Vasculitis is systemic inflammation of blood vessels that can affect any size vessel and thus can affect multiple organs and have a variety of presentations.85 Takayasu arteritis, a large vessel vasculitis, presents in early adolescence, and is more common in females.85 It typically affects the aorta but also can affect other large vessels including renal, subclavian, and carotid arteries.86 When the mid-aorta is involved there may be referred back pain. It can be difficult to diagnose because symptoms are non-specific and include weight loss, back pain, abdominal pain, fever, claudication, and headache; hypertension is usually present and can be a key clue as to the presence of this vasculitis.86 Angiography is the gold standard, but MR-angiogram and CT imaging can also detect changes in vessel wall to assist with the diagnosis (Figure 5A and 5B.) Treatment typically includes a combination of immunosuppressants, glucocorticoids, anti-hypertensives, and anti-coagulants.

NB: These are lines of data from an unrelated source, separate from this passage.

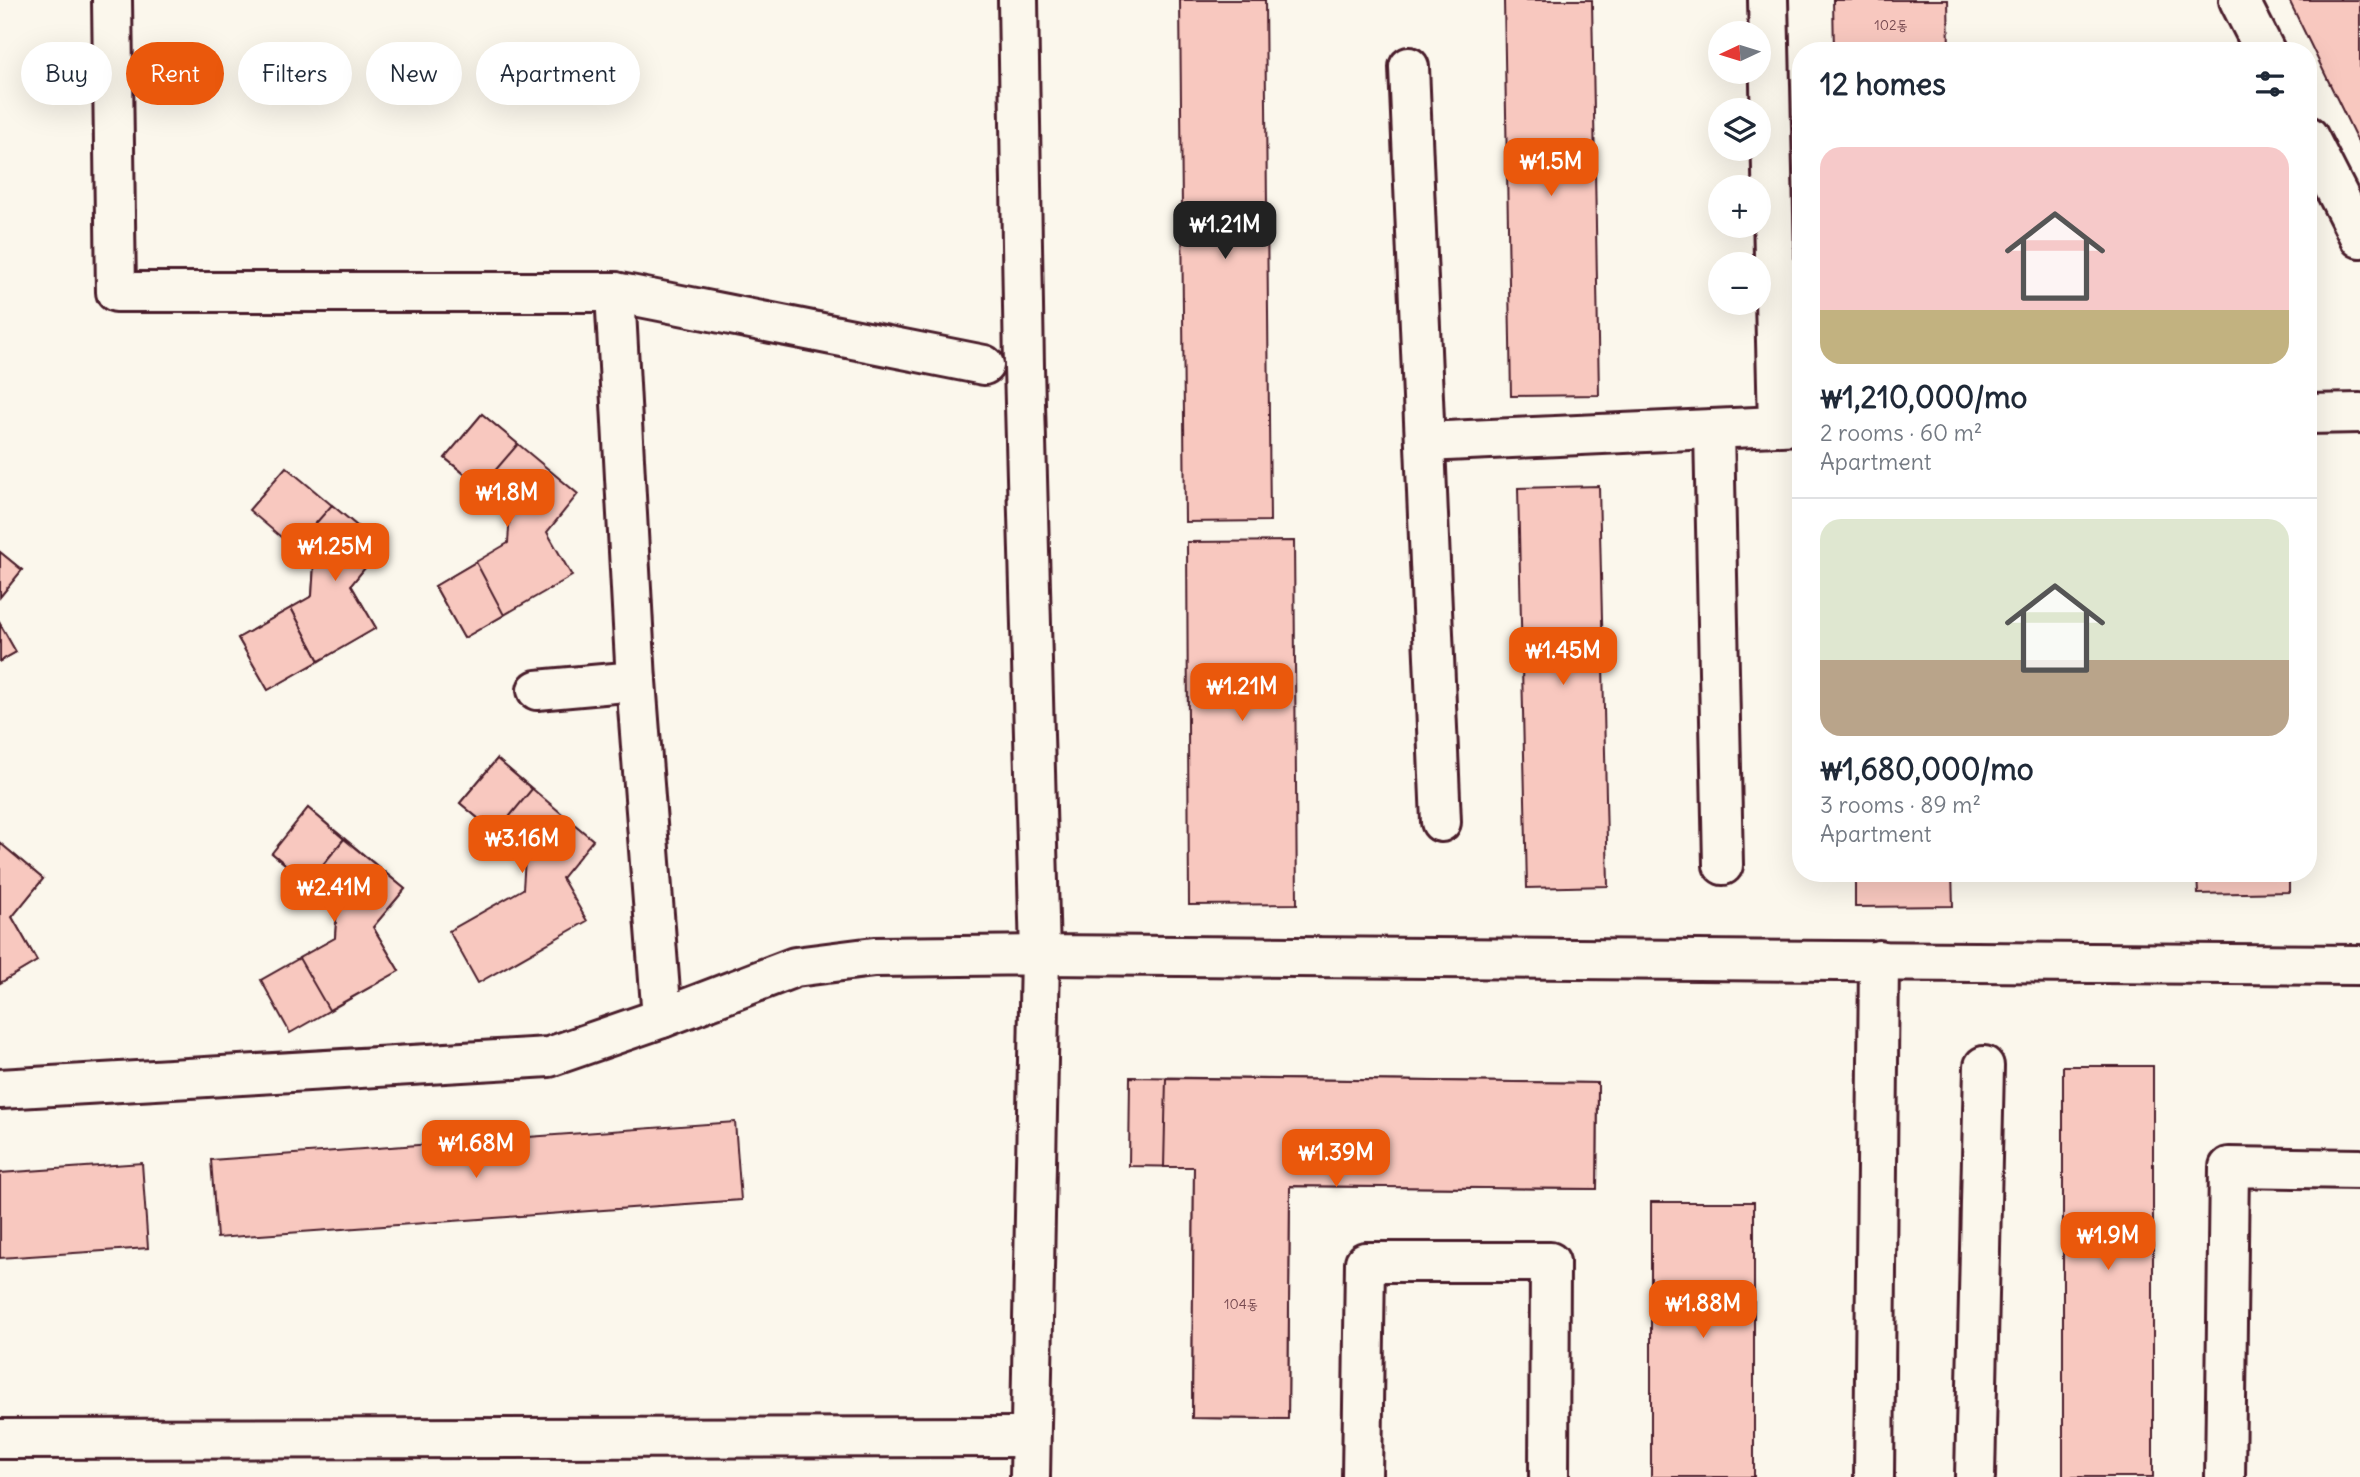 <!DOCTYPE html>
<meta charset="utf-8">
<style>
body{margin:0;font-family:Delius,"Poor Story",sans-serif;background:#f6f6f7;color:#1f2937;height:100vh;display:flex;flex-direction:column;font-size:26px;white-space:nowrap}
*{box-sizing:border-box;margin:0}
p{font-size:23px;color:#747a83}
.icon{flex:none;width:38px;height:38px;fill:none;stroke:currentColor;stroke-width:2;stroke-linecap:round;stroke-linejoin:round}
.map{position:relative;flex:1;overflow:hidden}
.drawer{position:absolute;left:1792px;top:42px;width:525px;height:840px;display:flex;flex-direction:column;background:#fff;border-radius:28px;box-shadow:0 7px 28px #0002}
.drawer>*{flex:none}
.top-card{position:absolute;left:21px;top:42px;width:665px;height:63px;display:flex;gap:14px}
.needle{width:46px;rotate:266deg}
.buttons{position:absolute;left:1708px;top:21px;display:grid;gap:14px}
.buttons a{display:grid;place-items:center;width:63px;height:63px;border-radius:50%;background:#fff;box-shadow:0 7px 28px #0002;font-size:35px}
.price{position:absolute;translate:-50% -60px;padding:0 16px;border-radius:14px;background:#ea580c;color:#fff;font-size:23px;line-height:46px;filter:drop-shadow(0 2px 4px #0008)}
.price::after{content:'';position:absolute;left:50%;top:42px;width:21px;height:16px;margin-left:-10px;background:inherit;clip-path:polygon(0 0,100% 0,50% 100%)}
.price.selected{background:#222;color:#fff}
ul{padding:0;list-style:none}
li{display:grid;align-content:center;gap:14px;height:371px;padding:0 28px}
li+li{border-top:2px solid #e0e1e3}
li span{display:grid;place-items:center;height:217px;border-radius:21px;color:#555}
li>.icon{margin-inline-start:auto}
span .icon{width:126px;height:126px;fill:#fffc;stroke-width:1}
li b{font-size:30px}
h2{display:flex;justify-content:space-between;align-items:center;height:84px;padding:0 28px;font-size:30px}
.pill{padding:0 24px;border-radius:32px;background:#fff;box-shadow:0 7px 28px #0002;font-size:24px;line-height:63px}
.pill.selected{background:#ea580c;color:#fff}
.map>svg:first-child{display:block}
.building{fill:#f8c8bf;stroke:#4a1f2b;stroke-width:2}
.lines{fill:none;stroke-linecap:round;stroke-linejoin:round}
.minor-casing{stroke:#4a1f2b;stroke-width:44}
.minor{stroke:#fbf7ec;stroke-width:38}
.labels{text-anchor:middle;stroke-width:5;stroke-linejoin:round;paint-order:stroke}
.number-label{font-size:14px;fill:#764950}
</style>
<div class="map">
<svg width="2360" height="1477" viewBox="0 0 2360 1477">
<rect width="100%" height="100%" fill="#fbf7ec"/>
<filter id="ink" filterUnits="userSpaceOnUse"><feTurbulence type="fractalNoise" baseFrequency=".0143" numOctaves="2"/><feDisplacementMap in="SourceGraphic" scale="14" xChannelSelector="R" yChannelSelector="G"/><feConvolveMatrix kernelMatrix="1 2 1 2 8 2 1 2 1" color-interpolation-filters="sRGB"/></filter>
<g filter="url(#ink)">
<g class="building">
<polygon points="1180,0 1265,0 1270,521 1185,522"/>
<polygon points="1504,0 1592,0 1599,395 1511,396"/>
<polygon points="1833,0 1948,0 1949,51 1834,51"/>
<polygon points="2289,0 2360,0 2360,146"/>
<polygon points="482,414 578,494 547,532 572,576 464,638 435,586 508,543 510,512 445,458"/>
<polygon points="482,414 518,444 481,487 445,458"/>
<polygon points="286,467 382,547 351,585 376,628 268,690 238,638 312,596 314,565 249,510"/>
<polygon points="1599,486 1608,886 1527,888 1518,488"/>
<polygon points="332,505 382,547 351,585 376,628 319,661 291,608 312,596 314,565 294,548"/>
<polygon points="1294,541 1297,904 1189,905 1187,542"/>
<polygon points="0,552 22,570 0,597"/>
<polygon points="0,552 22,570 0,597"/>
<polygon points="476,562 504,615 464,638 435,586"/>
<polygon points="291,608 319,661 268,690 238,638"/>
<polygon points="0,624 16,652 0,661"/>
<polygon points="0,624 16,652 0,661"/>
<polygon points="497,759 593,840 562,878 587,921 478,983 449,931 523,889 525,858 460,803"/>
<polygon points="497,759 532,789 496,833 460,803"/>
<polygon points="308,808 405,889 373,927 399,971 290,1033 261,980 335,938 337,907 272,853"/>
<polygon points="308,808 344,839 308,883 272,853"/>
<polygon points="344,839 405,889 373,927 399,971 329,1010 299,958 335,938 337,907 308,883"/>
<polygon points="0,843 43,879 12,917 37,961 0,983"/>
<polygon points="0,843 43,879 12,917 37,961 0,983"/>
<polygon points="1855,873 1952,873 1953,906 1855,907"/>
<polygon points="2197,873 2289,873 2289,892 2198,894"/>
<rect x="2063" y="1066" width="90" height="411"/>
<polygon points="1130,1077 1598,1083 1597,1189 1290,1186 1288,1419 1192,1418 1194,1167 1129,1166"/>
<polygon points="1166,1078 1598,1083 1597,1189 1290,1186 1288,1419 1192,1418 1194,1167 1164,1167"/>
<polygon points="735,1122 741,1200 217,1238 211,1160"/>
<polygon points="142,1163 148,1248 0,1258 0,1173"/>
<rect x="1651" y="1202" width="103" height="275"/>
</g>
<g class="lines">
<g class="minor-casing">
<g id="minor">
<polyline points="112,0 116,292 615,292 984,365"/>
<polyline points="1018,0 1024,367 1040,955 2360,965"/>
<polyline points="1768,0 1778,426"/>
<polyline points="2239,0 2265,51"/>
<polyline points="1409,67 1441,822"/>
<polyline points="2308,136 2360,238"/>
<polyline points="615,292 636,681 662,1018"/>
<polyline points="2308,414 2360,413"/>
<polyline points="1714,430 1723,865"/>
<polyline points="1425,442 1801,425"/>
<polyline points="537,690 636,681"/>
<polyline points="0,1089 549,1057 662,1018 795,967 874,957 1040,955 1030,1477"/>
<polyline points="0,1439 1030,1437"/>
<polyline points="1362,1477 1365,1262 1550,1262 1549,1477"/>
<polyline points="1874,1477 1879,960"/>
<polyline points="1975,1477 1984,1066"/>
<polyline points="2225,1477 2229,1167 2360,1169"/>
</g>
</g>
<use href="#minor" class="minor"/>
</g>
</g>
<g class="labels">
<g class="number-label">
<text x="1891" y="30">102동</text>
<text x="1241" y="1309">104동</text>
</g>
</g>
</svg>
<div class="buttons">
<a><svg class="needle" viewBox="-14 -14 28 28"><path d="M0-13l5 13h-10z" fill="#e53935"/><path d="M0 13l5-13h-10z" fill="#747a83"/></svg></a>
<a><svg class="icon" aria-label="layers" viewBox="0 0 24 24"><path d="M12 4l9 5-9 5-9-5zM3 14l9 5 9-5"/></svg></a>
<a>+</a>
<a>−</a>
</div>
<b class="price" style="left:1551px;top:198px">₩1.5M</b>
<b class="price selected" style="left:1225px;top:261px">₩1.21M</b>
<b class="price" style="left:507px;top:529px">₩1.8M</b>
<b class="price" style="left:335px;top:583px">₩1.25M</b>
<b class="price" style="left:1563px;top:687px">₩1.45M</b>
<b class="price" style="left:1242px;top:723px">₩1.21M</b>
<b class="price" style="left:522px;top:875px">₩3.16M</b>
<b class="price" style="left:334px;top:924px">₩2.41M</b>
<b class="price" style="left:476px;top:1180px">₩1.68M</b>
<b class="price" style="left:1336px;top:1189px">₩1.39M</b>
<b class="price" style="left:2108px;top:1272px">₩1.9M</b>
<b class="price" style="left:1703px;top:1340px">₩1.88M</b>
<div class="top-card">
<a class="pill">Buy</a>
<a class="pill selected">Rent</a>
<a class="pill">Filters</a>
<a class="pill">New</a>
<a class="pill">Apartment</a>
</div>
<section class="drawer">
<h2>12 homes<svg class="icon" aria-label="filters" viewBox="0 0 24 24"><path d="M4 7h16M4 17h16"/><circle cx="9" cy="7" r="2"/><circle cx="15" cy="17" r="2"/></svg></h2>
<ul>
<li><span style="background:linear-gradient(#f6c9c9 75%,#c2b280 0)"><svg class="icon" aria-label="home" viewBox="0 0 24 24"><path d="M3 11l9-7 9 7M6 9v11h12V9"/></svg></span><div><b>₩1,210,000/mo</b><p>2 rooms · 60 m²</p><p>Apartment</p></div></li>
<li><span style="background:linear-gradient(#dfe7d0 65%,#b9a48a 0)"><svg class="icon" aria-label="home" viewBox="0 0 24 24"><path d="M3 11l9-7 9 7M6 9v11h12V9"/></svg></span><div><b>₩1,680,000/mo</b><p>3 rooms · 89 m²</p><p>Apartment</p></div></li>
</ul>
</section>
</div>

REFLEX NEUROVASCULAR DYSTROPHY
Reflex neurovascular dystrophy, also known as complex regional pain syndrome and amplified musculoskeletal pain, is a common condition in teenage females87 and frequently manifests as back pain. Musculoskeletal pain accounts for 4–40% of pediatric patients with chronic pain.88 Pain can be intermittent or constant, and can involve a single site, multiple sites, or the entire body. This condition is related to injury, illness, and psychological stress. Keys to diagnosis is the presence of allodynia, which is sensitivity to non-painful stimuli such as a breeze or light touch, la belle indifference regarding the pain and dysfunction caused by pain, and incongruent affect.87 These patients are usually high achievers in sports and school.87 Exam shows non-dermatomal allodynia and varying borders with repeated examination; skin can be cool to touch and discolored.87 Imaging is typically done during the workup to exclude other conditions but is not usually necessary; MRI can show disuse atrophy and bony demineralization, and bone scan can show increased activity.89 NSAIDs do not improve pain. Treatment should be multidisciplinary and include both psychological counseling, intense physical therapy focusing on desensitization of the painful areas combined with aerobic activity.87, 90
CONCLUSION
Pediatric low back pain is a common complaint presenting to the sports medicine clinic. Although the majority have an underlying musculoskeletal or biomechanical origin, infectious, neoplastic, inflammatory or amplified pain etiologies should be considered. Key elements in the history that should raise index of suspicion for more concerning diagnoses include antecedent trauma or infection, neurologic complaints such burning pain, numbness or tingling, as well as systemic complaints including fever, weight loss, night pain, diarrhea. Red flags on physical examination include hypertension, extreme pain, focal tenderness, weakness, radiculopathy, or restricted range of motion. The history and physical examination should direct the additional laboratory and imaging evaluation. Treatment typically involves physical therapy but the underlying infectious, neoplastic, inflammatory, or amplified pain process must be addressed. It is important for the sports medicine clinician to consider these conditions, especially if the pain is refractory or atypical.